Seckin explained the scar tissue that forms after endometriosis can twist and pull a woman's reproductive organs out of alignment making it difficult for the egg to reach the fallopian tube. Scar tissue might completely block the tube, or even cover the ovary. Moreover, the uterine lining tissue gives off chemicals that interfere with the sperm reaching the egg.

Add all of that to the natural loss of fertility, and as Lakshmi pointed out, women with endometriosis are at a higher risk of infertility.

"About 30 percent of infertility patients, have it," said Dr. Steven Ory past president of the American Society for Reproductive Medicine and professor at Florida International University in Miami.

Signs of a Hidden Disease

For some women, infertility is the first sign that they have endometriosis, but many experience pain in "painful intercourse, painful periods, or pain in the second half of the menstrual cycle," Ory said.

Even if women go in for an annual exam, endometriosis might be missed. Ory explained doctors frequently use ultrasound and sometimes laparoscopy to diagnose women, which involves inserting a small camera into the abdominal cavity to see lesions of endometriosis.

Hope for More Understanding, Awareness of Endometriosis

Treatments and awareness are slowly improving, but Ory said doctors still don't know why endometriosis forms. One hypothesis is that the problem occurs in fetal development, but the abnormal growth only shows up in puberty when hormones start developing in the uterine lining.

Griffith said others theorize about the fact that a little bit of menstrual flow "refluxes," or backs up, into the fallopian tubes and abdominal cavity each month while a woman is menstruating. An investigator in her lab is studying whether an outside factor such as radiation exposure, somehow makes this lingering uterine lining to grow again in the abdominal cavity.

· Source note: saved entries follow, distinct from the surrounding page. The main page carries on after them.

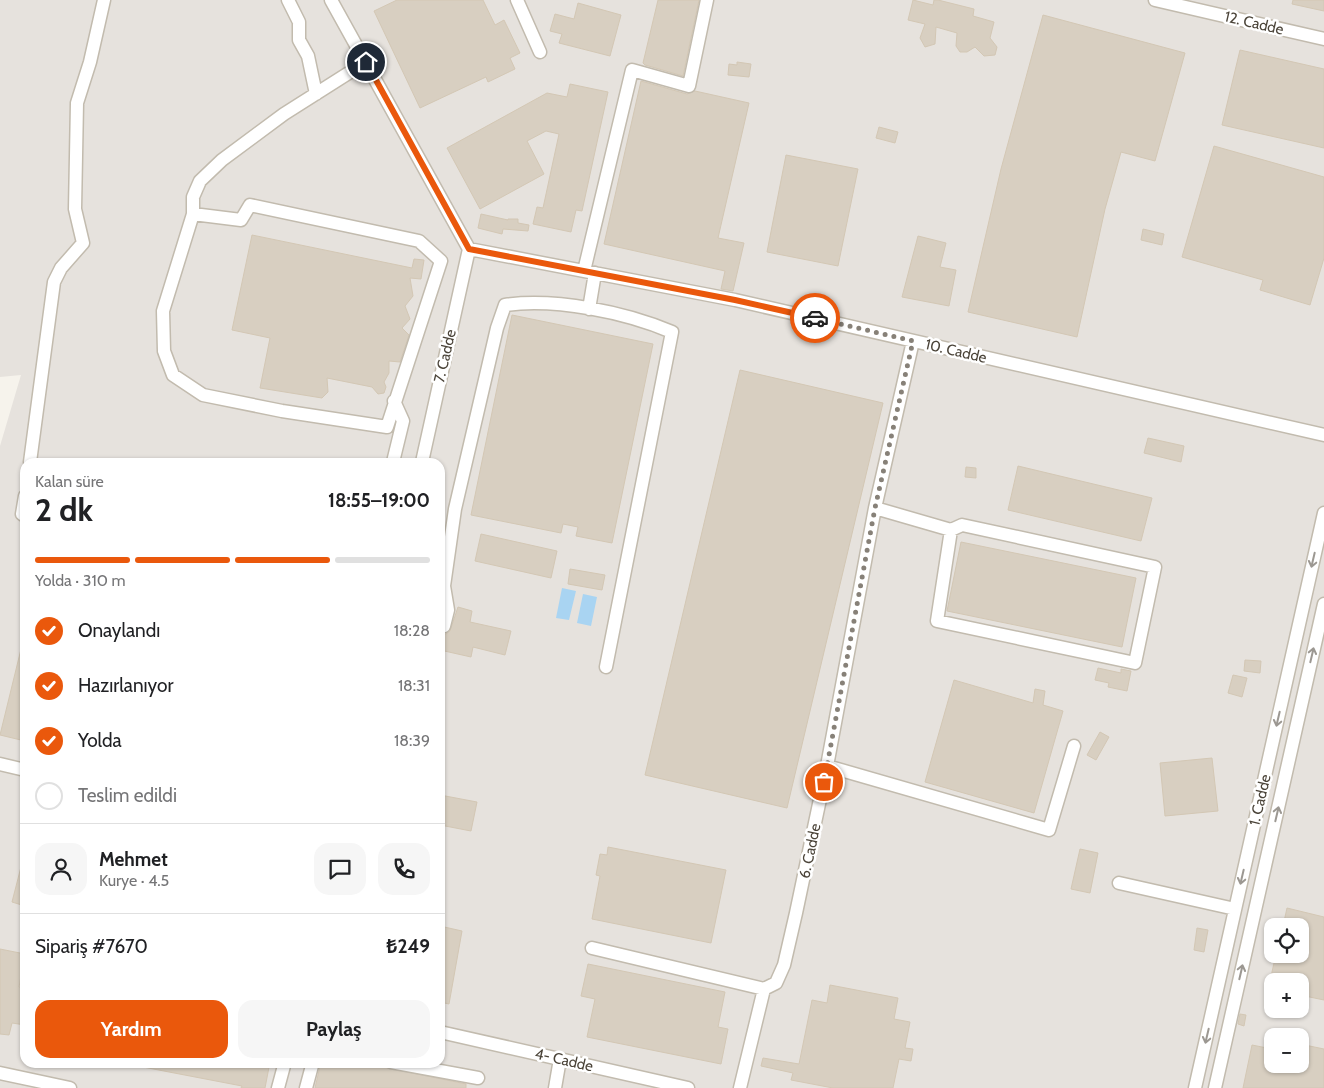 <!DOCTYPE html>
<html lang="tr">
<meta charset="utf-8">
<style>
body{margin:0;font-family:Cabin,sans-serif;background:#f6f6f6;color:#202124;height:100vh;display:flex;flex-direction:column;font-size:19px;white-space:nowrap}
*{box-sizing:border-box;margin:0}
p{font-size:16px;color:#757577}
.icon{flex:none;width:28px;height:28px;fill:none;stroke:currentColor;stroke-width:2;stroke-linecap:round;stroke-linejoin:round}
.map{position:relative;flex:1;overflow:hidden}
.side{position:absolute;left:20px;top:458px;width:425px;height:610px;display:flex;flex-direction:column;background:#fff;border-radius:15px;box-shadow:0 1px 4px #0004}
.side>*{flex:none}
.tools{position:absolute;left:1264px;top:918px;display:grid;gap:10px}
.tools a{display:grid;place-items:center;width:45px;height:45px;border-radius:10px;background:#fff;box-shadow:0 1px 4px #0004;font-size:25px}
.pin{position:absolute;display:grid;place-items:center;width:42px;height:42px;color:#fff;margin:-21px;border:2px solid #fff;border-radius:50%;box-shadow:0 1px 5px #0007}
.courier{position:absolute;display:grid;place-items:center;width:50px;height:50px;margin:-25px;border:4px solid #ea580c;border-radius:50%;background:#fff;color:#222;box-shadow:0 1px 6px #0007}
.headline em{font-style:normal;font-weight:700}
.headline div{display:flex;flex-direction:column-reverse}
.headline{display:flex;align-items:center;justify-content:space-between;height:85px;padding:0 15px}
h1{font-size:32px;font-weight:700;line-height:38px}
.bar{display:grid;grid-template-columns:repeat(4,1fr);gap:8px 5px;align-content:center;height:60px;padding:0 15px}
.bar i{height:6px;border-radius:4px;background:#e0e0e0}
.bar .on{background:#ea580c}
.bar p{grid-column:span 4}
.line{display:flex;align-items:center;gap:12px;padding:0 15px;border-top:1px solid #e0e0e0}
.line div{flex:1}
.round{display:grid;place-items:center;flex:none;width:52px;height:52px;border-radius:15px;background:#f6f6f6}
ol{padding:0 15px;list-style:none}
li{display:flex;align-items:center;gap:15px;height:55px}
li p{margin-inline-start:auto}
li .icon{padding:5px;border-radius:50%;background:#ea580c;color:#fff;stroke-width:4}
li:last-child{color:#757577}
li i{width:28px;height:28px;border:2px solid #e0e0e0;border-radius:50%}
.button{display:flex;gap:10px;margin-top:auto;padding:10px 15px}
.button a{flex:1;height:58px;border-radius:15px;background:#ea580c;color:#fff;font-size:20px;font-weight:700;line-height:58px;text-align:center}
.button a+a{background:#f6f6f6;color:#202124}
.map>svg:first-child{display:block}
</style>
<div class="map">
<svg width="1324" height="1088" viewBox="0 0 1324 1088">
<rect width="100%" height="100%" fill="#f6f3ec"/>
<!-- industrial -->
<path fill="#e6e2dd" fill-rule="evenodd" d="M0,0H1324V1088H0V446L21,375L0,377ZM25,462H440V1062H25ZM1272,926H1300V954H1272ZM1272,981H1300V1009H1272ZM1272,1036H1300V1064H1272Z"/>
<!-- water -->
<path fill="#a9d4f2" d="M562,588L576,591L569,620L556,618Z
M583,594L597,597L591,626L577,623Z"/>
<!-- building -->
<path fill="#d8cfc1" stroke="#d3c7b4" d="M397,0H483L495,25L504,20L520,53L510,58L515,69L488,82L486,77L420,108L374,11Z
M658,0H699L683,76L645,65L643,63Z
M913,0L933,5L934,0H938L974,9L973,16L994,22L990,38L997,47L995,55L984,56L975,47L967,52H960L956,46L957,33L936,27L935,44L925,47L920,38L925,24L908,20Z
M1293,0H1324V11L1292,4Z
M578,3L621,15L610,56L559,43L562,34L550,31L555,14L574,19Z
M1043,15L1185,53L1155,161L1121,152L1105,209L1077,337L968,312L1001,169Z
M1240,50L1324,69V148L1222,125Z
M737,62L751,64L749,77L728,75L729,64L737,65Z
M641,81L687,94L695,91L749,103L718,238L744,243L733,291L721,289L725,271L604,244Z
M570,84L608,92L582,211L576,210L571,232L533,224L537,207L543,208L559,134L546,131L527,141L544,174L480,209L447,148L547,93L567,97Z
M879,127L898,132L895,143L876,138Z
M1214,146L1324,177V258L1310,305L1260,290L1263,280L1182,257Z
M786,155L858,169L838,266L767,252Z
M481,214L508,220V219H518V223L529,225L528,231L503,229L502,234L478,228Z
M1143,229L1164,234L1162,245L1141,240Z
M252,235L412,268L414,259L424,260L421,279L410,278L413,296L405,306L410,319L402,328L409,335L400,362L389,361V373L384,382L386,387L384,393L378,394L372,387L327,378L328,392L322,398L260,388L270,338L232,330Z
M918,236L946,243L940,267L956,270L949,306L902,297Z
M512,315L653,344L612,543L576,536L578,527L563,524L561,533L471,515Z
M740,370L883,403L787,808L645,775Z
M1148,438L1184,446L1181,462L1144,453Z
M1018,466L1152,498L1141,541L1008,510Z
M966,467L976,468V478L965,477Z
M481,534L557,551L551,578L475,561Z
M961,542L1136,578L1122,647L947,611Z
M570,569L605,575L602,590L568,584Z
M458,607L472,611L470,622L511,631L505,655L473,647L471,657L440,650V633L446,634L450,631Z
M22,645L25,646V741L0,735Z
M1245,660L1261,661L1260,673L1244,671Z
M1098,668L1121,673V669L1131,671L1127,691L1108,687L1109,683L1095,680Z
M1233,675L1247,678L1242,697L1228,693Z
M954,680L1033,703L1035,689L1045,691L1043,705L1063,711L1034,813L925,782Z
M1100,732L1109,737L1096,760L1087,755Z
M1212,758L1218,811L1165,816L1160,763Z
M440,795L477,802L471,831L440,825Z
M608,847L726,870L711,943L592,919L600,876L596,875L600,854L607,855Z
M1080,849L1098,853L1090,893L1071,889Z
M22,863L25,864V906L12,902Z
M1287,908L1324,917V1000L1300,995V981H1270L1276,954H1300V926H1283Z
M440,926L462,931L449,1004L440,1002Z
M1197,928L1208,930L1204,952L1194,950Z
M0,949L25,954L19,987L25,988V1025L12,1023L9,1035L0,1034Z
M588,964L725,992L718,1027L728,1029L721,1064L587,1037L595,999L581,996Z
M830,985L898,998L894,1019L910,1022L905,1048L913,1049L911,1061L899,1059L893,1088H833L791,1080L793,1073L761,1066L763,1058L799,1064L812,1000L827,1003Z
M1240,1014L1246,1015L1244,1026L1238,1024Z
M1300,1044L1324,1049V1088H1243L1252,1045L1272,1049V1064H1300Z
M144,1062H270L265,1088H241L242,1086L143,1067Z
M321,1062H359L466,1084V1088H315Z"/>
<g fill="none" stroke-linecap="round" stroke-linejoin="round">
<defs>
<path id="minor" d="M288,0L299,22V40L308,56L316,94
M331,0L469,249
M517,0L540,52
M1155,0L1324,39
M193,214L241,220L250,205L419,241L441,261L387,427L282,411L203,395L173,375L164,351L163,311L193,214V197L200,181L222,160L284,114L366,62
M469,249L735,300L1324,435
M584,271L632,70L689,86L707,0
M589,309L595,273
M30,462L54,282L61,268L83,243L75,209L77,103L90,62L104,0
M393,462L403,421L394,401
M422,462L469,249
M25,496L22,514L25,516
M875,508L951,530L962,525L1155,567L1135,663L937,621L951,530
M444,626L448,610L444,586L455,509L497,328L505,305C556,298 625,312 672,332L606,667
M0,764L25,770
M827,766L1049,830L1074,746
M1119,883L1235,909
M592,948L764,989
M440,1032L688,1088
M391,1062L478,1078
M0,1073L70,1088
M278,1088L285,1062
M306,1088L313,1062
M555,1088L560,1059
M740,1088L764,989L776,983L784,965L796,913L827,766L875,508L913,341
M1195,1088L1324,513
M1215,1088L1324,604"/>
</defs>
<!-- minor casing -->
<use href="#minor" stroke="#c2bbae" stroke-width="15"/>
<!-- minor -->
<use href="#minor" stroke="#fff" stroke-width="12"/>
</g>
<!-- one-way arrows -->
<defs><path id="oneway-shaft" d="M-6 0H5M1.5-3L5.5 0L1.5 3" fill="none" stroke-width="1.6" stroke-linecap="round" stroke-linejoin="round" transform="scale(1.25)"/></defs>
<g stroke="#9c9892">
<use href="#oneway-shaft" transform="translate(1313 560) rotate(103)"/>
<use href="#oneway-shaft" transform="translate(1312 655) rotate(-77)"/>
<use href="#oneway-shaft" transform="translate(1278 719) rotate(103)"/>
<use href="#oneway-shaft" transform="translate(1277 814) rotate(-77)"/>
<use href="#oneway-shaft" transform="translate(1242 877) rotate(103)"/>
<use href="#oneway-shaft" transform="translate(1241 972) rotate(-77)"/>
<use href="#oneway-shaft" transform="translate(1207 1036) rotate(103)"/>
</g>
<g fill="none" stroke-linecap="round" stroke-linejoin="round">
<!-- done -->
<path stroke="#878178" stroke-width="5" stroke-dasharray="0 9" d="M815,318L913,341L875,508L824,782"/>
<!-- route -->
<path stroke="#ea580c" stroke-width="6" d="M366,62L469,249L735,300L815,318"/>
</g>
<g text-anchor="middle" stroke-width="5" stroke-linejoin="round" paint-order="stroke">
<!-- street labels -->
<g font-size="15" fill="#4b4439" stroke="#fff">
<text transform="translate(1254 23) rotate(13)" y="5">12. Cadde</text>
<text transform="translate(956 351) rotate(13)" y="5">10. Cadde</text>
<text transform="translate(445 356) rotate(-77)" y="5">7. Cadde</text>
<text transform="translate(1260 800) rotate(-77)" y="5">1. Cadde</text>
<text transform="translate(810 851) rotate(-78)" y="5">6. Cadde</text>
<text transform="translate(564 1060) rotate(13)" y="5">4- Cadde</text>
</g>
</g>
</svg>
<div class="tools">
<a><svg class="icon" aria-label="locate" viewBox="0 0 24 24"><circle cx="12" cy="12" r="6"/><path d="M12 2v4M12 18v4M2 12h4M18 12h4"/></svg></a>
<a>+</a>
<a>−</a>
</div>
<div class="pin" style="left:824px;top:782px;background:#ea580c"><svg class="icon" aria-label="bag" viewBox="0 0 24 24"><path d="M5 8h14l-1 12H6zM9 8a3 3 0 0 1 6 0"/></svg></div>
<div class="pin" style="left:366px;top:62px;background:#1f2937"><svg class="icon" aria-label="home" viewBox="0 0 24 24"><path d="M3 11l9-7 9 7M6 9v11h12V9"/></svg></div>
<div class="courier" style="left:815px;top:318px"><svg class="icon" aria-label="car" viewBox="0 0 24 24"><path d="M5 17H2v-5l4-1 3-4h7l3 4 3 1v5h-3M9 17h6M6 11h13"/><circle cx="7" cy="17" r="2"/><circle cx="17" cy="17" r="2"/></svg></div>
<section class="side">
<div class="headline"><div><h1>2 dk</h1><p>Kalan süre</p></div><em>18:55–19:00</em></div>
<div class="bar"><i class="on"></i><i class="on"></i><i class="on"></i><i></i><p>Yolda · 310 m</p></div>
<ol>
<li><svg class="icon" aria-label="check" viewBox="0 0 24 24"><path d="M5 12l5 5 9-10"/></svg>Onaylandı<p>18:28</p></li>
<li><svg class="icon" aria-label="check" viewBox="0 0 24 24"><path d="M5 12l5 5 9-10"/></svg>Hazırlanıyor<p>18:31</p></li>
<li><svg class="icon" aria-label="check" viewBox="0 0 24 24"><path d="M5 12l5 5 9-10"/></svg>Yolda<p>18:39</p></li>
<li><i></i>Teslim edildi</li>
</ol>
<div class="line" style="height:90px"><a class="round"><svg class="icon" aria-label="person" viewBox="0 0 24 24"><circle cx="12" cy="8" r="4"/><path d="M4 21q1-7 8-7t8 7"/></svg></a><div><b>Mehmet</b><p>Kurye · 4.5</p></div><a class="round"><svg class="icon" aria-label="chat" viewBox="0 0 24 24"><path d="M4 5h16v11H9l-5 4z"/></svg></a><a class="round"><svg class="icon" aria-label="phone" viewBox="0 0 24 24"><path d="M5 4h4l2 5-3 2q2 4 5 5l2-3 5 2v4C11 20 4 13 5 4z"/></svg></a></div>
<div class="line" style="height:65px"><div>Sipariş #7670</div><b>₺249</b></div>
<div class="button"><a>Yardım</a><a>Paylaş</a></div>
</section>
</div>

Mysterious as it is, endometriosis is also very common. An estimated 2 to 10 percent of women in their reproductive years have endometriosis, which could mean 5.5 million women in the U.S. are affected, according to the National Institute of Child Health and Human Development.

Griffith said the goal of the new Center for Gynepathology Research is to discover how endometriosis lesions form, develop treatments and in the process develop new engineering tools that would help a host of other diseases.

Griffith, who also suffers from endometriosis, guesses her center is the first ever to be devoted to endometriosis and gynepathologic research.

"We're not studying gynecology, we're studying things that go wrong with everything below the waist," said Griffith.

Griffith is using her experience in tissue engineering to develop uterine lining using living tissue samples that behave in the lab the same way the lining behaves in a uterus. Once Griffith collects an endometriosis sample from a volunteer and creates a living tissue sample through tissue engineering, she can safely experiment with the uterine lining and never have to experiment on women.

Celebrity Status Helping Science

"We're thrilled that Padma could come," said Griffith. "It is so common that women don't even think about how much they are affected."

Lakshmi agreed. She said she didn't understand what a burden her endometriosis had become until she started receiving treatment.

"For the last 20 years that I could have had so much more done, been so much more productive… never mind the dollars of income lost, just the time and moments with the people I care about," said Lakshmi.

"It's only now that my pain has diminished -- by I'd say 80 percent -- that I can see in hindsight how much pain I was in," she said.